9. Responsible Deployment Checklist
Before deploying an LLM application:
10. Practical This Week
See practicals/week11_practical.py:
- Evaluate a model’s outputs on a small QA dataset using ROUGE, BERTScore, and LLM-as-judge.
- Measure hallucination rate: compare model answers to ground truth on a factual QA set.
- Probe for gender bias using a WinoBias-style template set.

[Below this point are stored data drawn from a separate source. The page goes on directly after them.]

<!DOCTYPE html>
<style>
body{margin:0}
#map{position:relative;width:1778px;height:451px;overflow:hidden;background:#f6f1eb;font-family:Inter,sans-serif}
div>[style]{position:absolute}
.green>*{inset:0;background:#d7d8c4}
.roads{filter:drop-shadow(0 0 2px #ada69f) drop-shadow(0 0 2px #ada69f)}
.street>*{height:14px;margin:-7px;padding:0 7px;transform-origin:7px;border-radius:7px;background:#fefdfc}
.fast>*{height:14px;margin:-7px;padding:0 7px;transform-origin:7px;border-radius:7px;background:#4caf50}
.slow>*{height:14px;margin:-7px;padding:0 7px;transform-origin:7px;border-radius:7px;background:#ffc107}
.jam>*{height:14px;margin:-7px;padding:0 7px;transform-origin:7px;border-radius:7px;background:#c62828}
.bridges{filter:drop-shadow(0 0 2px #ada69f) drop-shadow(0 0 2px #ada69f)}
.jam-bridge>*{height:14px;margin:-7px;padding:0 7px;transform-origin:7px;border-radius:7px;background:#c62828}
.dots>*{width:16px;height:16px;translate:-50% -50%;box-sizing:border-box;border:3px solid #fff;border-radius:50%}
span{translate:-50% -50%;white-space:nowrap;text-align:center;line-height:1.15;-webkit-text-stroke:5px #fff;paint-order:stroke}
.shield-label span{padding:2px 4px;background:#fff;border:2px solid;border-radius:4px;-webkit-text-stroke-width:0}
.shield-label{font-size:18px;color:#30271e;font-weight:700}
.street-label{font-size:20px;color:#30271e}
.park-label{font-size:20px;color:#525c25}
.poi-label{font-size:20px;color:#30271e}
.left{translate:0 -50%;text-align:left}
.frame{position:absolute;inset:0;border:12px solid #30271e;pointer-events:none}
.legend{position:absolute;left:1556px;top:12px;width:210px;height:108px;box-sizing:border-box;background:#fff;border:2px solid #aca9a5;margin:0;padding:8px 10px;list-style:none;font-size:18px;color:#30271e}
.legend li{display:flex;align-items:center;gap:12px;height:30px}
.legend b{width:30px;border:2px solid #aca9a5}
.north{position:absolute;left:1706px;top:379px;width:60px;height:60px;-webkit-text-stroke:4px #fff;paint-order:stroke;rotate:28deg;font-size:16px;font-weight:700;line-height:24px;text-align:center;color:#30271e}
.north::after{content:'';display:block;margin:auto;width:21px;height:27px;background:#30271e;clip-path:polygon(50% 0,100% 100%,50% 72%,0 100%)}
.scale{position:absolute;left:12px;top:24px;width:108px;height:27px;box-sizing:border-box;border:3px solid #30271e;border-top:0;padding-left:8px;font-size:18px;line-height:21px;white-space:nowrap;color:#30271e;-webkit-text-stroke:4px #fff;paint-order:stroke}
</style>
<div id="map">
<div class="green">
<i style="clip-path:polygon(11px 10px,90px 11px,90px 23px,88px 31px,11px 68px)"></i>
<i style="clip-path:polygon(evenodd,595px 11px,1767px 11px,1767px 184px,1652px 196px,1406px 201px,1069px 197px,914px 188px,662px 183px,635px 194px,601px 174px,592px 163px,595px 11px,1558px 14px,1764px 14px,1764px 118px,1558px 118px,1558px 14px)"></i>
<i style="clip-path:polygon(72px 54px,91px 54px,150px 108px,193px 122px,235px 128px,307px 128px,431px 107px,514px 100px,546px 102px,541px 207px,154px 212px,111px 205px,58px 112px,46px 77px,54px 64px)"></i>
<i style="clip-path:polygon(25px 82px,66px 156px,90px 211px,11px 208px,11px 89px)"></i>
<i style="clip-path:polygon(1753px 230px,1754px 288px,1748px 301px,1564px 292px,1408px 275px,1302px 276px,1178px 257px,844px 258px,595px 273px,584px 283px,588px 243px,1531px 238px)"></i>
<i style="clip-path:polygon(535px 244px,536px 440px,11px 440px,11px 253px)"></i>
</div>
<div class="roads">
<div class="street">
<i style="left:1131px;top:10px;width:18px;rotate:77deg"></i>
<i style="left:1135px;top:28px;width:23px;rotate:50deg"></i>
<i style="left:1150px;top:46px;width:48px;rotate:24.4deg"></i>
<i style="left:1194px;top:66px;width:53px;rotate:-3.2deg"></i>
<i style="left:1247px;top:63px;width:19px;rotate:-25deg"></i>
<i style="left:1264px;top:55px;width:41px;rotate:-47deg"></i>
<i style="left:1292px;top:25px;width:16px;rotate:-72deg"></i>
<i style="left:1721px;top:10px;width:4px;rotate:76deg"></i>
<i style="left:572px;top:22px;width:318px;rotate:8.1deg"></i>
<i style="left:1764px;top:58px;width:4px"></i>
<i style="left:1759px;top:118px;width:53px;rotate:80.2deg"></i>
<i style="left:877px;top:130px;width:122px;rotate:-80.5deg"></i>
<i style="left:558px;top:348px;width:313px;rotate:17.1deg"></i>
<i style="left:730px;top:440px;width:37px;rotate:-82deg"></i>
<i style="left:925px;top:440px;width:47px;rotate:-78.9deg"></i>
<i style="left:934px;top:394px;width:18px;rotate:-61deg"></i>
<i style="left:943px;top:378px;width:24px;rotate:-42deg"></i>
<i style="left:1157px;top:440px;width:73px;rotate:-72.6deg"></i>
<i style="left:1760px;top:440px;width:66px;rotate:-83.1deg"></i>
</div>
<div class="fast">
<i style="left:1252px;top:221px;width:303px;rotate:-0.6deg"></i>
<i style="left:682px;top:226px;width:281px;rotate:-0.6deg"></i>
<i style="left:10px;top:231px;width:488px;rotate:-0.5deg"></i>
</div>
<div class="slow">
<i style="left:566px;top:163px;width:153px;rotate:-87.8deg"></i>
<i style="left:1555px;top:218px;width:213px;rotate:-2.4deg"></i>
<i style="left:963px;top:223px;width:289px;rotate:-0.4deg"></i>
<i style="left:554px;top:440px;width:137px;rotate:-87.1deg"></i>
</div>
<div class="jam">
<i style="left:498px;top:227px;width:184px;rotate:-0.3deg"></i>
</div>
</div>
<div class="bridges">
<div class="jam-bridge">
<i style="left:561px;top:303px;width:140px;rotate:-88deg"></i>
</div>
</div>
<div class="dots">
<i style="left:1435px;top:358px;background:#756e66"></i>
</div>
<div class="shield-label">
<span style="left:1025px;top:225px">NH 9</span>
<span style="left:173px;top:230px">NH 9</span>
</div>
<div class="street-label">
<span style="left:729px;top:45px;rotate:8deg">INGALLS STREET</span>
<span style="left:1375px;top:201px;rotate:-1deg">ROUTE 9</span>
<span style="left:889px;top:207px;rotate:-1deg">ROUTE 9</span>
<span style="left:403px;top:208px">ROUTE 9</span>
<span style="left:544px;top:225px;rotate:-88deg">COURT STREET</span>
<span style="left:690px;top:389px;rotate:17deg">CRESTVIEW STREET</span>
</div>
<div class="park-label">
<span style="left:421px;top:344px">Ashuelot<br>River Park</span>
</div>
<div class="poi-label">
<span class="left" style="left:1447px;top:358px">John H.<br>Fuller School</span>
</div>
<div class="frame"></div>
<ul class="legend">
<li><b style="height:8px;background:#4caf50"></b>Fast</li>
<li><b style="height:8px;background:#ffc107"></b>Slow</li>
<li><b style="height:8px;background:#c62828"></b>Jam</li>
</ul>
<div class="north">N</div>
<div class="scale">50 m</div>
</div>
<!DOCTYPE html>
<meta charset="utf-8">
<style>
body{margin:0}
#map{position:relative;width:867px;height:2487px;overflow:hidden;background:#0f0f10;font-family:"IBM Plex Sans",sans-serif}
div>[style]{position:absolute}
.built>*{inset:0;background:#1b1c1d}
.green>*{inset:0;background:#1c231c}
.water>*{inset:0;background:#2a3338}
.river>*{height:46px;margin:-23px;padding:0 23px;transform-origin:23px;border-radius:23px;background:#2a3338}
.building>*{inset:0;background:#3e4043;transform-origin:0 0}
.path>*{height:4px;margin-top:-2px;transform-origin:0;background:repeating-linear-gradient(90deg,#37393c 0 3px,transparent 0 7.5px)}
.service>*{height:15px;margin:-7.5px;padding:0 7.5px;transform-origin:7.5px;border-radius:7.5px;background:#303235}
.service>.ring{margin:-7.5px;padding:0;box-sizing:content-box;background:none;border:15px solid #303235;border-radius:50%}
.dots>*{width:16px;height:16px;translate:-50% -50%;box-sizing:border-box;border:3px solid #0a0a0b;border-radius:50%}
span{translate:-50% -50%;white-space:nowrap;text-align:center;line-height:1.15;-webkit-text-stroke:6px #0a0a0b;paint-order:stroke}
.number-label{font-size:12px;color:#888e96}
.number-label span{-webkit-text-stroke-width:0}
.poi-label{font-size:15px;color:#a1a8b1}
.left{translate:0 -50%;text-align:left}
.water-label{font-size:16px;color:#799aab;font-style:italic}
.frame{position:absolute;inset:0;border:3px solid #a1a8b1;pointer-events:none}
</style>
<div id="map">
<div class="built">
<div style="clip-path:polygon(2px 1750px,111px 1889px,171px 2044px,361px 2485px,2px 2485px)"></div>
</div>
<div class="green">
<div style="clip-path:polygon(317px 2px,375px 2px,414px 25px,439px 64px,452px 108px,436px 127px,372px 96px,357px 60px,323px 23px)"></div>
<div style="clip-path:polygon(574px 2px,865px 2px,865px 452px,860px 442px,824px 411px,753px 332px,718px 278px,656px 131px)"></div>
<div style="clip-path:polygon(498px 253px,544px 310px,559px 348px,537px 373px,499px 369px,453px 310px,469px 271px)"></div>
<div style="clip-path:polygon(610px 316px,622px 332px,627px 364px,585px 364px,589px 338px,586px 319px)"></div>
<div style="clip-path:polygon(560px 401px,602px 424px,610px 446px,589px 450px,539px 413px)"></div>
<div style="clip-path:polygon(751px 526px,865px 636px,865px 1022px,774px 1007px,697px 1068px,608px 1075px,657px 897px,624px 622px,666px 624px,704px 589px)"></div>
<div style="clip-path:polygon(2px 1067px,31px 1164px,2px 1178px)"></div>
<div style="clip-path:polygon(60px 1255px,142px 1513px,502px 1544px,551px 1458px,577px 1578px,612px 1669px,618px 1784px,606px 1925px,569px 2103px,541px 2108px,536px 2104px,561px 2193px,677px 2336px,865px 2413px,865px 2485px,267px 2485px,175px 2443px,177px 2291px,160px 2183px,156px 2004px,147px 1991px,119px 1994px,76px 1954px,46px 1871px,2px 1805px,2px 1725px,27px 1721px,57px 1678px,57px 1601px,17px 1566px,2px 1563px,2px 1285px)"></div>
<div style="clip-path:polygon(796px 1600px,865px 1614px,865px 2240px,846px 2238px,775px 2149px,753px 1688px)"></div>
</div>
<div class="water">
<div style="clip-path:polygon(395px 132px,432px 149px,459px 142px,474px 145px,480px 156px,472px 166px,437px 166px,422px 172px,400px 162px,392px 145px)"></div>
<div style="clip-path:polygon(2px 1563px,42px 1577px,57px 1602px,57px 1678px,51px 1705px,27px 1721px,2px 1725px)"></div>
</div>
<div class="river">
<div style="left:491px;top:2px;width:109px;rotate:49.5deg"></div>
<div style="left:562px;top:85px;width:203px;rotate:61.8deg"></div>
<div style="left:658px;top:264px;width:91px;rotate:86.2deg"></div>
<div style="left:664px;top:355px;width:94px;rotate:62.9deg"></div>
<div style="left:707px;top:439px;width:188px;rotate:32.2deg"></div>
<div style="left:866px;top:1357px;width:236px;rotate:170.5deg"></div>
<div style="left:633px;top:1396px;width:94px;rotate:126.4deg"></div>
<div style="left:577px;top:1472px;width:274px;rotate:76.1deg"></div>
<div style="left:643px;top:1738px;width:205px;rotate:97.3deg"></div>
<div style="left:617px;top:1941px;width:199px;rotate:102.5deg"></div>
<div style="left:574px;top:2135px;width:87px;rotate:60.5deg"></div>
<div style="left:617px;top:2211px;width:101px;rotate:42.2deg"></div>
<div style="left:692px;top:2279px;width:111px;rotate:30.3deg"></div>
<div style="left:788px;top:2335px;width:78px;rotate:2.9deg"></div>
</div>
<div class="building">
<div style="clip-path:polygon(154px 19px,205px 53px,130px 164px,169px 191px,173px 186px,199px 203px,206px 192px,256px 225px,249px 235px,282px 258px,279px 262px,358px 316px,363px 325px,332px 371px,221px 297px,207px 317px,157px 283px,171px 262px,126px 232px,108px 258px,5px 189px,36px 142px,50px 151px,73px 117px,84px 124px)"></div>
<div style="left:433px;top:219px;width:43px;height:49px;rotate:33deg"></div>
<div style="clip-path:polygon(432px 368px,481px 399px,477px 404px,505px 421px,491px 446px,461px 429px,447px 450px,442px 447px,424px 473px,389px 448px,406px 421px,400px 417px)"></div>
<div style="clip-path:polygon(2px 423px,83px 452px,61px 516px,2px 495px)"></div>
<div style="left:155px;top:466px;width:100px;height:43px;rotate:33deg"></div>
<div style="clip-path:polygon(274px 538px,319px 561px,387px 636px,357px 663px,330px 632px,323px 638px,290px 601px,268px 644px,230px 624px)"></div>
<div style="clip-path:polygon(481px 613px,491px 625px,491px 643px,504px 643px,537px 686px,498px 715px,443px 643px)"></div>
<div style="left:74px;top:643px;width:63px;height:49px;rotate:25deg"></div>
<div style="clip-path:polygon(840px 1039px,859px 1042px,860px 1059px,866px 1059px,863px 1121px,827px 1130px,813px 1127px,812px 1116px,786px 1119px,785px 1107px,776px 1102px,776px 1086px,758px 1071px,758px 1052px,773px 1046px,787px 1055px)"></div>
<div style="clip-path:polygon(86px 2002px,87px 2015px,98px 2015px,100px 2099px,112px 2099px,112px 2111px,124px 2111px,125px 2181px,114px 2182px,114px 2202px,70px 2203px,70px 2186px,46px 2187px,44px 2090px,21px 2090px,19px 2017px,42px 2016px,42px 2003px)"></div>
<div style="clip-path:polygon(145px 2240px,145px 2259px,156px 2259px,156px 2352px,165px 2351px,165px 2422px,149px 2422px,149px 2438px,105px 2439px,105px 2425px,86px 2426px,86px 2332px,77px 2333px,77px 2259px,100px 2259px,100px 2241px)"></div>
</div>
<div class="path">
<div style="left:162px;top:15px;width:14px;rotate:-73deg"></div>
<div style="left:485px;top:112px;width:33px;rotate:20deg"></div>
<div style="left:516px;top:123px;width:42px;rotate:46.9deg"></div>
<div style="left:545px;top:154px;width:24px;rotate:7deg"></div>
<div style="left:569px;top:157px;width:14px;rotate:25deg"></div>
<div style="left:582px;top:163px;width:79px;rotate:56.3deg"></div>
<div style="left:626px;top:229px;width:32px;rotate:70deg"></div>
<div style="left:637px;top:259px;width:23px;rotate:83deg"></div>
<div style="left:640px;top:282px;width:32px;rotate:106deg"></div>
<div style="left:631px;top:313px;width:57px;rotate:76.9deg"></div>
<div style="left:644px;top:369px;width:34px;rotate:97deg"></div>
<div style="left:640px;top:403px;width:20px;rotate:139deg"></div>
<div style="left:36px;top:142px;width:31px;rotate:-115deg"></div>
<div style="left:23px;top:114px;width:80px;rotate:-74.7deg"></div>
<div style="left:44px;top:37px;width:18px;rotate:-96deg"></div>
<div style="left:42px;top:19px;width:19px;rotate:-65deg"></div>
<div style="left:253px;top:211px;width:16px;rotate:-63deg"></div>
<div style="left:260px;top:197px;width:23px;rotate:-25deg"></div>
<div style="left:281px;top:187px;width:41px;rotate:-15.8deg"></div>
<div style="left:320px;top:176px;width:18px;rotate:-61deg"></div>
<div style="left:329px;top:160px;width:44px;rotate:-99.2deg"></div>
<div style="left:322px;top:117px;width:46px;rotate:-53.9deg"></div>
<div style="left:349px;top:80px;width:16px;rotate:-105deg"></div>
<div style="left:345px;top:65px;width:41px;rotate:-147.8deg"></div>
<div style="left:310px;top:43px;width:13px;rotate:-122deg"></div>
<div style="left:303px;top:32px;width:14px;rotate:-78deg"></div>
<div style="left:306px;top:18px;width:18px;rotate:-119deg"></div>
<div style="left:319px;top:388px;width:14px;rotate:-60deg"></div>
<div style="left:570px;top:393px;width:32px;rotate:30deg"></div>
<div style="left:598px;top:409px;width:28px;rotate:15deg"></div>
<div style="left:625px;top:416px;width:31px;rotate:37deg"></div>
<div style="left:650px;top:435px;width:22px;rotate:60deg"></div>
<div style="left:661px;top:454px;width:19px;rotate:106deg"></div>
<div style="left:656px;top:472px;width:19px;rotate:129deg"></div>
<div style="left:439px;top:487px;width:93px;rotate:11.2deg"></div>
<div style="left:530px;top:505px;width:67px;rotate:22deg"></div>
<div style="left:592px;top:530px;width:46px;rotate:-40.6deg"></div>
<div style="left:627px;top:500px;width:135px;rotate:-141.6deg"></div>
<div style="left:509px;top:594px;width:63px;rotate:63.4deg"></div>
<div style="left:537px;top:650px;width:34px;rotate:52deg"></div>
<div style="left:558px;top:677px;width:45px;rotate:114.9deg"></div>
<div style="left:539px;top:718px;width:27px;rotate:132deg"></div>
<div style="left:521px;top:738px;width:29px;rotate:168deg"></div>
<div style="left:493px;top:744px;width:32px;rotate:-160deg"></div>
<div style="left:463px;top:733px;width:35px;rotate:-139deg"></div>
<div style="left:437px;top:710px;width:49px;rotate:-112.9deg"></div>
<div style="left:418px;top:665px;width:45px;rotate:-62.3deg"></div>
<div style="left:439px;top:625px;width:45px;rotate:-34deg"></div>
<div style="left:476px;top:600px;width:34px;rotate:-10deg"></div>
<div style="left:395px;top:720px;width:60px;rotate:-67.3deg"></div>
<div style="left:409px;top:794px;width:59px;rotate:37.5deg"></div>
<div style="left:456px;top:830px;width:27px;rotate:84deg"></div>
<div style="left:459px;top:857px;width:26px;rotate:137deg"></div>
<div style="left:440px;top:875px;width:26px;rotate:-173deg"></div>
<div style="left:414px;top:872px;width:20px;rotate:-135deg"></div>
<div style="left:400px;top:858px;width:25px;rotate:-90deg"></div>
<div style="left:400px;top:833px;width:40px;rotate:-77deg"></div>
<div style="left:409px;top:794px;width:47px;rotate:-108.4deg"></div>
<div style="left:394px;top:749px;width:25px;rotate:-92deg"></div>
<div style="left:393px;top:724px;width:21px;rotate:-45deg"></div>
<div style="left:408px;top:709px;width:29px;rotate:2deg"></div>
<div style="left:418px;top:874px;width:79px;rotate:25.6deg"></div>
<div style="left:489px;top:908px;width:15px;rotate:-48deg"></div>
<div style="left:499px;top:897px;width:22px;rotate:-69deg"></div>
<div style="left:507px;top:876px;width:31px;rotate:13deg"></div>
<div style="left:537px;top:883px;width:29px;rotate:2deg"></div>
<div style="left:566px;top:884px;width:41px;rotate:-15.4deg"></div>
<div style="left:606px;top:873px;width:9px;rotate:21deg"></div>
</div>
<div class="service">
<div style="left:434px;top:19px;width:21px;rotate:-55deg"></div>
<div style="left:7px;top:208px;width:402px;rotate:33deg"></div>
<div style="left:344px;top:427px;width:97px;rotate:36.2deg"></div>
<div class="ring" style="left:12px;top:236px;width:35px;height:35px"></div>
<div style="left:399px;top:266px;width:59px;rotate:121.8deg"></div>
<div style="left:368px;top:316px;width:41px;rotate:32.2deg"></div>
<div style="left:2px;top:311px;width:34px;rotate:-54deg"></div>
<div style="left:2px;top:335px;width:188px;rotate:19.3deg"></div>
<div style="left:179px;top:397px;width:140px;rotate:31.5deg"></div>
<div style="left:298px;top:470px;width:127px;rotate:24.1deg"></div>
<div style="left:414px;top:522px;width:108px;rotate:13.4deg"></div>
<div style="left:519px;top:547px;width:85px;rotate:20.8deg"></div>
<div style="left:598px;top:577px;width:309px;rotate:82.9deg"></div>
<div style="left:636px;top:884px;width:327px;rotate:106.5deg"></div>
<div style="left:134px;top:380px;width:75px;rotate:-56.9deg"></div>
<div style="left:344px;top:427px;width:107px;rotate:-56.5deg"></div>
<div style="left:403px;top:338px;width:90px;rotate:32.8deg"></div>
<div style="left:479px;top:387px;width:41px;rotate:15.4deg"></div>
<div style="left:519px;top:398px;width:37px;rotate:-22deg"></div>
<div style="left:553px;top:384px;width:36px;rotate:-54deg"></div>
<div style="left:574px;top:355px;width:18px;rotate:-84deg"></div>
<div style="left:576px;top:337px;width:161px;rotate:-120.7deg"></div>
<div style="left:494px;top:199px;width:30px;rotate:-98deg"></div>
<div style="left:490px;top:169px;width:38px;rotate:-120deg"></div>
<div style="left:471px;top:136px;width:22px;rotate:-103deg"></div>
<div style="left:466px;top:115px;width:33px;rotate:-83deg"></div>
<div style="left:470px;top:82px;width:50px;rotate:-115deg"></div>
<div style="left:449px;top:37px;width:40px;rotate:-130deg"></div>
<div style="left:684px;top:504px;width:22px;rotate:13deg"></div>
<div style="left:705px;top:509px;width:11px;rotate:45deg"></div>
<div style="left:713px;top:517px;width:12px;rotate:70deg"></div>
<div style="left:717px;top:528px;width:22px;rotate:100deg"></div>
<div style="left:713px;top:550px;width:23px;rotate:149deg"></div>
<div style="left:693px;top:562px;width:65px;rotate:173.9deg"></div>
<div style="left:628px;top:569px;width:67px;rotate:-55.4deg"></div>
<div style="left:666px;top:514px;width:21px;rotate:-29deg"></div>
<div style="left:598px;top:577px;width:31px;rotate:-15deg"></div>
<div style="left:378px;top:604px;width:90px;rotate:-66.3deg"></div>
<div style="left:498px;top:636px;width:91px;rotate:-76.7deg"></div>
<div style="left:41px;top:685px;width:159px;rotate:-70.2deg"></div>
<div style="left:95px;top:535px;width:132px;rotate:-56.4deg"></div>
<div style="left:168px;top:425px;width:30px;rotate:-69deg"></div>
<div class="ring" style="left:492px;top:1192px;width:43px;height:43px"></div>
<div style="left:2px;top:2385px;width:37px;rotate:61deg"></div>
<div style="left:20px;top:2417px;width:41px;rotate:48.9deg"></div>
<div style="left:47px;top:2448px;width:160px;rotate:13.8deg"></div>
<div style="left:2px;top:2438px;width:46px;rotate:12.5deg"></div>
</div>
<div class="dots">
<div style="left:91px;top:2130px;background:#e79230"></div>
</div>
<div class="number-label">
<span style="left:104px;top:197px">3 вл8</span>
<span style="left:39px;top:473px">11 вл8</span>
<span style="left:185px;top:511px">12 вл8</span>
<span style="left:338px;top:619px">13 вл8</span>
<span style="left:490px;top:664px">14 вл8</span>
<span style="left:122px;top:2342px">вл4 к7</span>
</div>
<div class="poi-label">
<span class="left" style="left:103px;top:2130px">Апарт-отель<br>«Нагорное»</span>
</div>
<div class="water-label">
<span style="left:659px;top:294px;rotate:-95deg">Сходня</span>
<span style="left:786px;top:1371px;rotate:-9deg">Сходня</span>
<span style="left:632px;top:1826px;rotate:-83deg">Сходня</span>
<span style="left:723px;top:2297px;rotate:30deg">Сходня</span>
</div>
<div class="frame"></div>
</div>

- Attempt two jailbreak attacks and document whether they succeed.
11. Further Reading
- Maynez et al. (2020) — “On Faithfulness and Factuality in Abstractive Summarization” — https://arxiv.org/abs/2005.00661
- Ji et al. (2023) — “Survey of Hallucination in NLG” — https://arxiv.org/abs/2202.03629
- Bender et al. (2021) — “On the Dangers of Stochastic Parrots” — https://dl.acm.org/doi/10.1145/3442188.3445922
- Anthropic (2022) — “Constitutional AI” — https://arxiv.org/abs/2212.08073
- AI Safety teaching resources
Discussion Questions
- Why is BLEU a poor metric for open-ended generation? What would you use instead?
- Describe three types of hallucination and a mitigation for each.
- A hospital wants to deploy an LLM for clinical triage. List five evaluation criteria and how you would measure each.
- What is Goodhart’s Law and why is it relevant to LLM evaluation?